Records contained in a dataset:
------------

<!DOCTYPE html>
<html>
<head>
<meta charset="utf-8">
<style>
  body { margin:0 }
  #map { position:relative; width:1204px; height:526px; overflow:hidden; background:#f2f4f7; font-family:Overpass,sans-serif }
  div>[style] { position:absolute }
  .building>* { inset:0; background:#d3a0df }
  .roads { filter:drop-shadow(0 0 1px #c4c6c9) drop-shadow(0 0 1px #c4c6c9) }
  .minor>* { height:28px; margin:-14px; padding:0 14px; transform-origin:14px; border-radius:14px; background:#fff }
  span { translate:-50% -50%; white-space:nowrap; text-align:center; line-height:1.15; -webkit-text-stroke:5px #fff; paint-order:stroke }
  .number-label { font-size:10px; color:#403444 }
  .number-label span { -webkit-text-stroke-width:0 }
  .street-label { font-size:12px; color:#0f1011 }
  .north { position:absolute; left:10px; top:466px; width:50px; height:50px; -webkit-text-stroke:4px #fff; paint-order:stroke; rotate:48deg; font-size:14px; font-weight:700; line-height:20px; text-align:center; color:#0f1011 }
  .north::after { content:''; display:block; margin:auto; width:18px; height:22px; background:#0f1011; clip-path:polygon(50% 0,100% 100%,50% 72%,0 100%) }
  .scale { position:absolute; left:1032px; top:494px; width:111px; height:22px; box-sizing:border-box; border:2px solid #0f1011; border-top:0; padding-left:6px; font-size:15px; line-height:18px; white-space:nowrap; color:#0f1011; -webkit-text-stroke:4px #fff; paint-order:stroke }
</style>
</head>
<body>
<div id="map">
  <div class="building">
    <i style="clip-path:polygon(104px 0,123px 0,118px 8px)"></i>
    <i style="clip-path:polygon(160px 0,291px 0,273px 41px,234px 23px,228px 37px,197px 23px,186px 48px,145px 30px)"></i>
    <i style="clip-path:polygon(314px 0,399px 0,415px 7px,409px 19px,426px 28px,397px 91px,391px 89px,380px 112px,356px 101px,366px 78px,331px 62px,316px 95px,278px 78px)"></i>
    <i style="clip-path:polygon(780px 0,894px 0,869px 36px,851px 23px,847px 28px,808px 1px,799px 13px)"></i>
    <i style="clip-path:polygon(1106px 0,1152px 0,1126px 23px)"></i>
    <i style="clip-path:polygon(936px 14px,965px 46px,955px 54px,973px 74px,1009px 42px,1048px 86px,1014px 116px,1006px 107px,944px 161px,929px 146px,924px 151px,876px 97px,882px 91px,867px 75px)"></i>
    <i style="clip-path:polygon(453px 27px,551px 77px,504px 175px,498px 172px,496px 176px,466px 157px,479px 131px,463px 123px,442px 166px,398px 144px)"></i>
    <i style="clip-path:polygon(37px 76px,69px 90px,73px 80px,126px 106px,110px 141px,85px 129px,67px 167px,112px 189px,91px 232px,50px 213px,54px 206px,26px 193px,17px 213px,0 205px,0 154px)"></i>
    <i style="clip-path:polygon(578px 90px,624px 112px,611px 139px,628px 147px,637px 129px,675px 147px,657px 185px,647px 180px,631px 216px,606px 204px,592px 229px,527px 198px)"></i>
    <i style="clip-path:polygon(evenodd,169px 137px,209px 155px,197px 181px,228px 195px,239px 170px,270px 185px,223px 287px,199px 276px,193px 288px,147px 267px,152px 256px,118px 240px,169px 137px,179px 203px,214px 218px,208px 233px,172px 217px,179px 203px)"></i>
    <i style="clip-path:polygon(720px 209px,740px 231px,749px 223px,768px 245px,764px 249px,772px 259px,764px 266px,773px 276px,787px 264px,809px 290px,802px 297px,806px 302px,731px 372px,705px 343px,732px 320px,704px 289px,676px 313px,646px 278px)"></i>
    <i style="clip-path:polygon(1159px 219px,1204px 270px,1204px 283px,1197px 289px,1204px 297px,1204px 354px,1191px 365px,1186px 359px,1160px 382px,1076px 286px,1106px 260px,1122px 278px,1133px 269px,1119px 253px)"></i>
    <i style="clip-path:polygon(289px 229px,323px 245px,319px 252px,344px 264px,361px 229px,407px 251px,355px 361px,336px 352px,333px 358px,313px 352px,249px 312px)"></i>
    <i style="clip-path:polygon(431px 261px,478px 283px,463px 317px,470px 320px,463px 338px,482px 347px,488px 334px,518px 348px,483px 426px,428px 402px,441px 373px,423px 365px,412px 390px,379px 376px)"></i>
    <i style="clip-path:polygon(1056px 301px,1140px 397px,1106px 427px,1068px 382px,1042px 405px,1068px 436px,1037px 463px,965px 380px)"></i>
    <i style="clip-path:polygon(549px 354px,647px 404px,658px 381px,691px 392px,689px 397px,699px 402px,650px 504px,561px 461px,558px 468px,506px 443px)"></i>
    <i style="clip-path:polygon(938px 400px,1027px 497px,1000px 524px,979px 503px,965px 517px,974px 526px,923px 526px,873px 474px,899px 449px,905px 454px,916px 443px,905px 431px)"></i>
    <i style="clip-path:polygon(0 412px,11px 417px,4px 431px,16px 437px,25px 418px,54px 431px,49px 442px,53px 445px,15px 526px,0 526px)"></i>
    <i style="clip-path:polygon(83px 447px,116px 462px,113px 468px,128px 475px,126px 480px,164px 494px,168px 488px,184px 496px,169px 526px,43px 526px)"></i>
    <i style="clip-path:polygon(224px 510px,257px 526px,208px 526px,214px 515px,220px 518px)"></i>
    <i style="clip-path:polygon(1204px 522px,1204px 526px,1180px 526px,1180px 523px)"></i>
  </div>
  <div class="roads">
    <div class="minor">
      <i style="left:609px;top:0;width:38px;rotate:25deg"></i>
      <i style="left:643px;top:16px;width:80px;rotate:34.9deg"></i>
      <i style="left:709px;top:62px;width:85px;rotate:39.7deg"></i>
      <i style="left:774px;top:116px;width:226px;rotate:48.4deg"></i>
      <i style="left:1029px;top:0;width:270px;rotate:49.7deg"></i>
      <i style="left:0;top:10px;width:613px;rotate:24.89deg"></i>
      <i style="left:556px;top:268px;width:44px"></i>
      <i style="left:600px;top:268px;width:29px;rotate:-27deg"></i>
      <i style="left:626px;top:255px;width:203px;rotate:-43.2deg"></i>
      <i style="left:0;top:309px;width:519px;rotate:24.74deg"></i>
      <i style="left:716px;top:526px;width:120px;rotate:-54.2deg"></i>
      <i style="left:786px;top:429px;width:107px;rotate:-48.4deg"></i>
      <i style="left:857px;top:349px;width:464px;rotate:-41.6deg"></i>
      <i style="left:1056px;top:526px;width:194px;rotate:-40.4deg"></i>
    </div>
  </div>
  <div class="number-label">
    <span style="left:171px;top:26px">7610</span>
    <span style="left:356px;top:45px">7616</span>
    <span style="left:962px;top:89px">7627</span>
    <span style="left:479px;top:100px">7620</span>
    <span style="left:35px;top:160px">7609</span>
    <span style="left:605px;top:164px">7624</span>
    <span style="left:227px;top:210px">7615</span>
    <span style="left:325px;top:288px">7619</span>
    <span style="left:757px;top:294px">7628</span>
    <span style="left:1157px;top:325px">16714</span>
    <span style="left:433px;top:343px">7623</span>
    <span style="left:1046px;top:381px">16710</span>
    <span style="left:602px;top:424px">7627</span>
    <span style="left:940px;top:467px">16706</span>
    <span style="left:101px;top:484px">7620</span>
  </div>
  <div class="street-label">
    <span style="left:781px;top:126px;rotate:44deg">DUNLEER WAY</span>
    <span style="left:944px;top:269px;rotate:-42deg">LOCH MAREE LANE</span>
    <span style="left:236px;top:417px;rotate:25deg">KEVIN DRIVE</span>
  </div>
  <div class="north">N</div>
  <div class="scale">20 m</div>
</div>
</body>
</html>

------------

**PROMPT**. Word for word, please print every line from the beginning of the records to the line bearing "filter:drop-shadow(0 0 1px", counting both ends and stopping there.

**SOLUTION**.
<!DOCTYPE html>
<html>
<head>
<meta charset="utf-8">
<style>
  body { margin:0 }
  #map { position:relative; width:1204px; height:526px; overflow:hidden; background:#f2f4f7; font-family:Overpass,sans-serif }
  div>[style] { position:absolute }
  .building>* { inset:0; background:#d3a0df }
  .roads { filter:drop-shadow(0 0 1px #c4c6c9) drop-shadow(0 0 1px #c4c6c9) }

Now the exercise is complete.